13. The portable back-up power supply system as set forth in claim 12, wherein:

the first pin is pin 16 of the socket; and

the second pin is pin 4 of the socket.

14. The portable back-up power supply system as set forth in claim 9, further including:

a first removable fastener electrically connecting a positive terminal of the power source to the connector; and a second removable fastener electrically connecting a ground terminal of the power source to the connector.

15. A back-up power supply system, comprising:

a data link connector on a vehicle;

a power source for supplying electrical power to an electronic component on the vehicle via the data link connector; and

means for electrically connecting the power source to the data link connector.

16. The back-up power supply system as set forth in claim 15, wherein the means for electrically connecting includes:

a first electrical conductor releasably secured to both a positive terminal of the power source and to a first electrical pin of the data link connector; and

a second electrical conductor releasably secured to both a ground terminal of the power source and to a second electrical pin of the data link connector.

17. The back-up power supply system as set forth in claim 15, wherein:

the data link connector is a J1962 connector;

the first pin is pin 16 of the data link connector; and

the second pin is pin 4 of the data link connector.

18. A back-up power supply system, comprising:

a data link connector on a vehicle;

means for supplying electrical power to an electronic component on the vehicle via the data link connector; and

means for electrically connecting the power source to the data link connector.

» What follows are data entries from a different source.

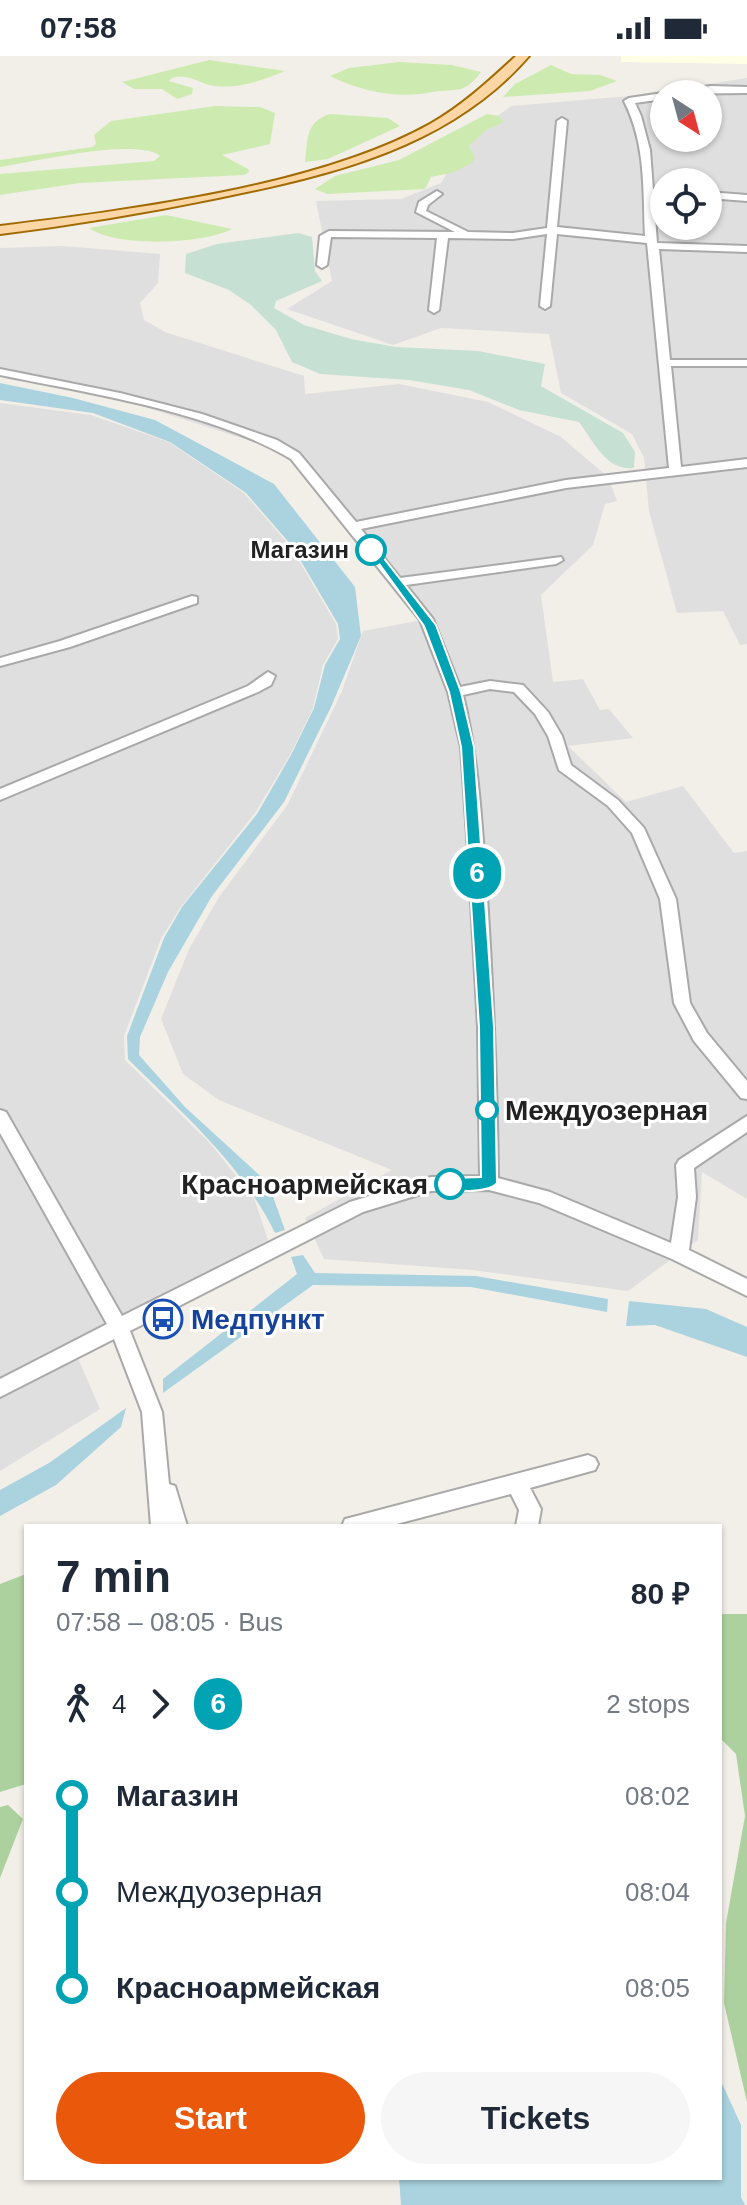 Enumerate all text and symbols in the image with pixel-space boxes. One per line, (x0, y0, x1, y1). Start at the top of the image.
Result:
text: 07:58 (40, 11, 117, 44)
north arrow (650, 80, 722, 152)
map controls (650, 80, 722, 240)
button: locate (650, 168, 722, 240)
marker: Магазин (356, 535, 386, 565)
place label: Магазин (251, 536, 349, 563)
line badge: 6 (451, 847, 503, 899)
text: 6 (469, 857, 485, 888)
place label: Междуозерная (505, 1095, 708, 1126)
marker: Междуозерная (476, 1099, 498, 1121)
place label: Красноармейская (181, 1169, 428, 1200)
marker: Красноармейская (435, 1169, 465, 1199)
bus stop icon: Медпункт (142, 1298, 184, 1340)
place label: Медпункт (191, 1304, 325, 1335)
text: 7 min (56, 1552, 171, 1601)
text: 80 ₽ (631, 1577, 690, 1610)
text: 07:58 – 08:05 · Bus (56, 1607, 283, 1637)
icon: walk (56, 1682, 100, 1726)
icon: forward (138, 1682, 182, 1726)
text: 6 (210, 1688, 226, 1719)
text: 4 (112, 1689, 126, 1719)
text: 2 stops (606, 1689, 690, 1719)
text: Магазин (116, 1779, 239, 1812)
text: 08:02 (625, 1781, 690, 1811)
text: Междуозерная (116, 1875, 323, 1908)
text: 08:04 (625, 1877, 690, 1907)
text: Красноармейская (116, 1971, 380, 2004)
text: 08:05 (625, 1973, 690, 2003)
button: Start (56, 2072, 365, 2164)
button: Tickets (381, 2072, 690, 2164) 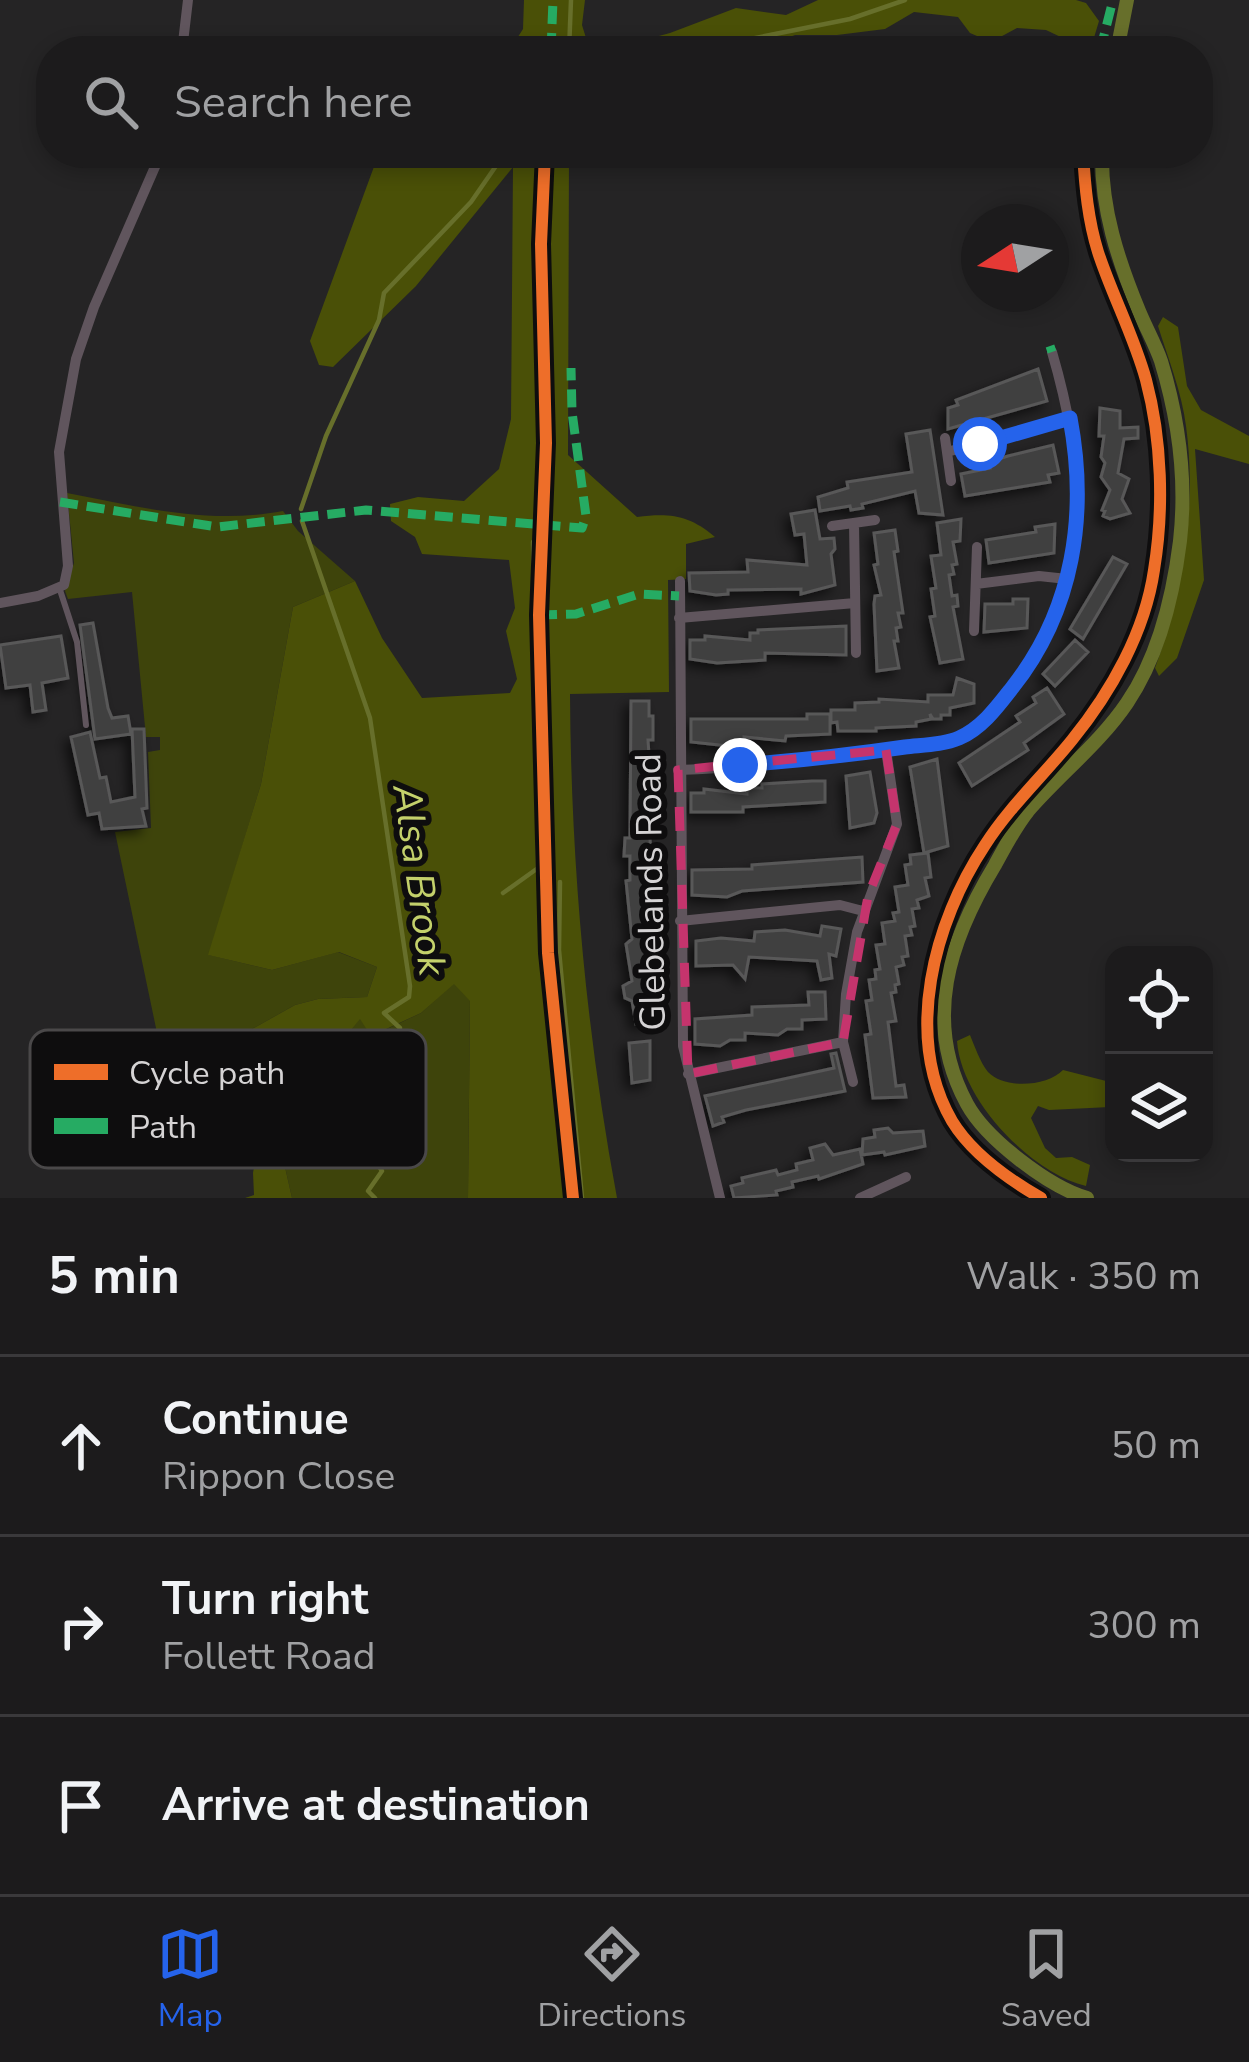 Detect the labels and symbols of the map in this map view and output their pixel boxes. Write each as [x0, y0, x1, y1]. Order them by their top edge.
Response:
north arrow [961, 204, 1069, 312]
route start [953, 417, 1007, 471]
route end [713, 738, 767, 792]
street label: Glebelands Road [624, 753, 678, 1031]
water label: Alsa Brook [379, 780, 459, 980]
legend [30, 1030, 426, 1168]
text: Cycle path [129, 1051, 285, 1096]
text: Path [129, 1105, 197, 1150] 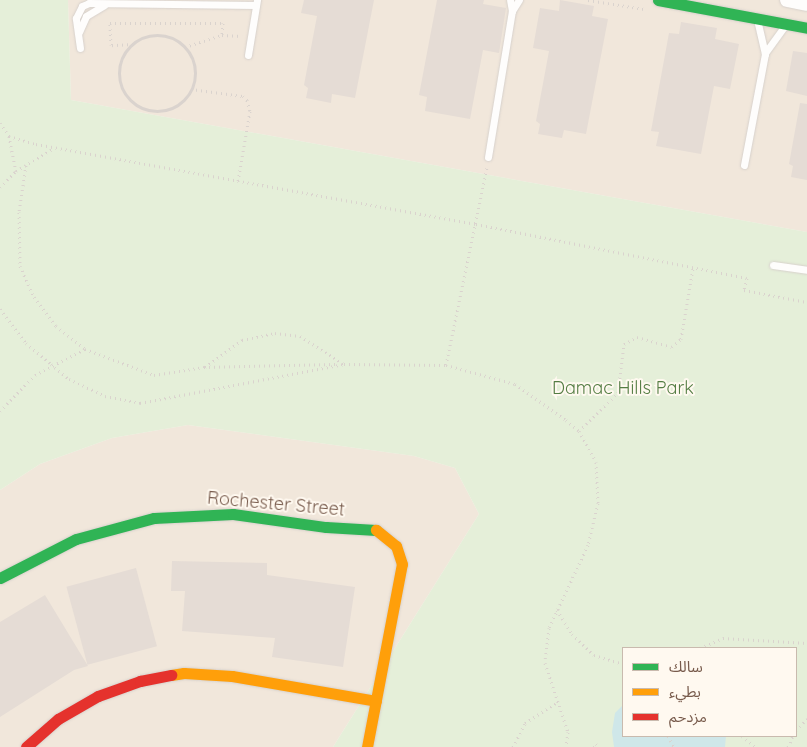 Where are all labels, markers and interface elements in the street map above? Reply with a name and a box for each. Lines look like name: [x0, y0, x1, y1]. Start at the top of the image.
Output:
park label: Damac Hills Park: [552, 377, 694, 399]
street label: Rochester Street: [206, 487, 346, 521]
legend: [622, 647, 797, 737]
text: سالك: [669, 657, 703, 676]
text: بطيء: [669, 682, 701, 701]
text: مزدحم: [669, 707, 707, 726]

19. A method for supplying back-up power to an electronic component on a vehicle, the method comprising:

connecting a plug to a data link connector on a vehicle, the data link connector being electrically connected to the electronic component;

disconnecting a primary power source from the electronic component; and

supplying power from a back-up power source to the electronic component via the plug and the data link connector.

20. The method for supplying back-up power to an electronic component on a vehicle as set forth in claim 19, wherein the electrically connecting the back-up power source to the plug includes:

removably connecting an electric coupler to the back-up power source, the coupler being electrically connected to plug.

21. The method for supplying back-up power to an electronic component on a vehicle as set forth in claim 19, wherein the data link connector is a J1962 connector, the connecting including:

electrically connecting a first electrical conductor of the plug, which is electrically connected to a positive terminal of the back-up power source, to a pin 16 of the data link connector; and

electrically connecting a second electrical conductor of the plug, which is electrically connected to a ground terminal of the back-up power source, to a pin 4 of the data link connector.

22. The method for supplying back-up power to an electronic component on a vehicle as set forth in claim 19, further including:

electrically connecting a back-up power source to the plug.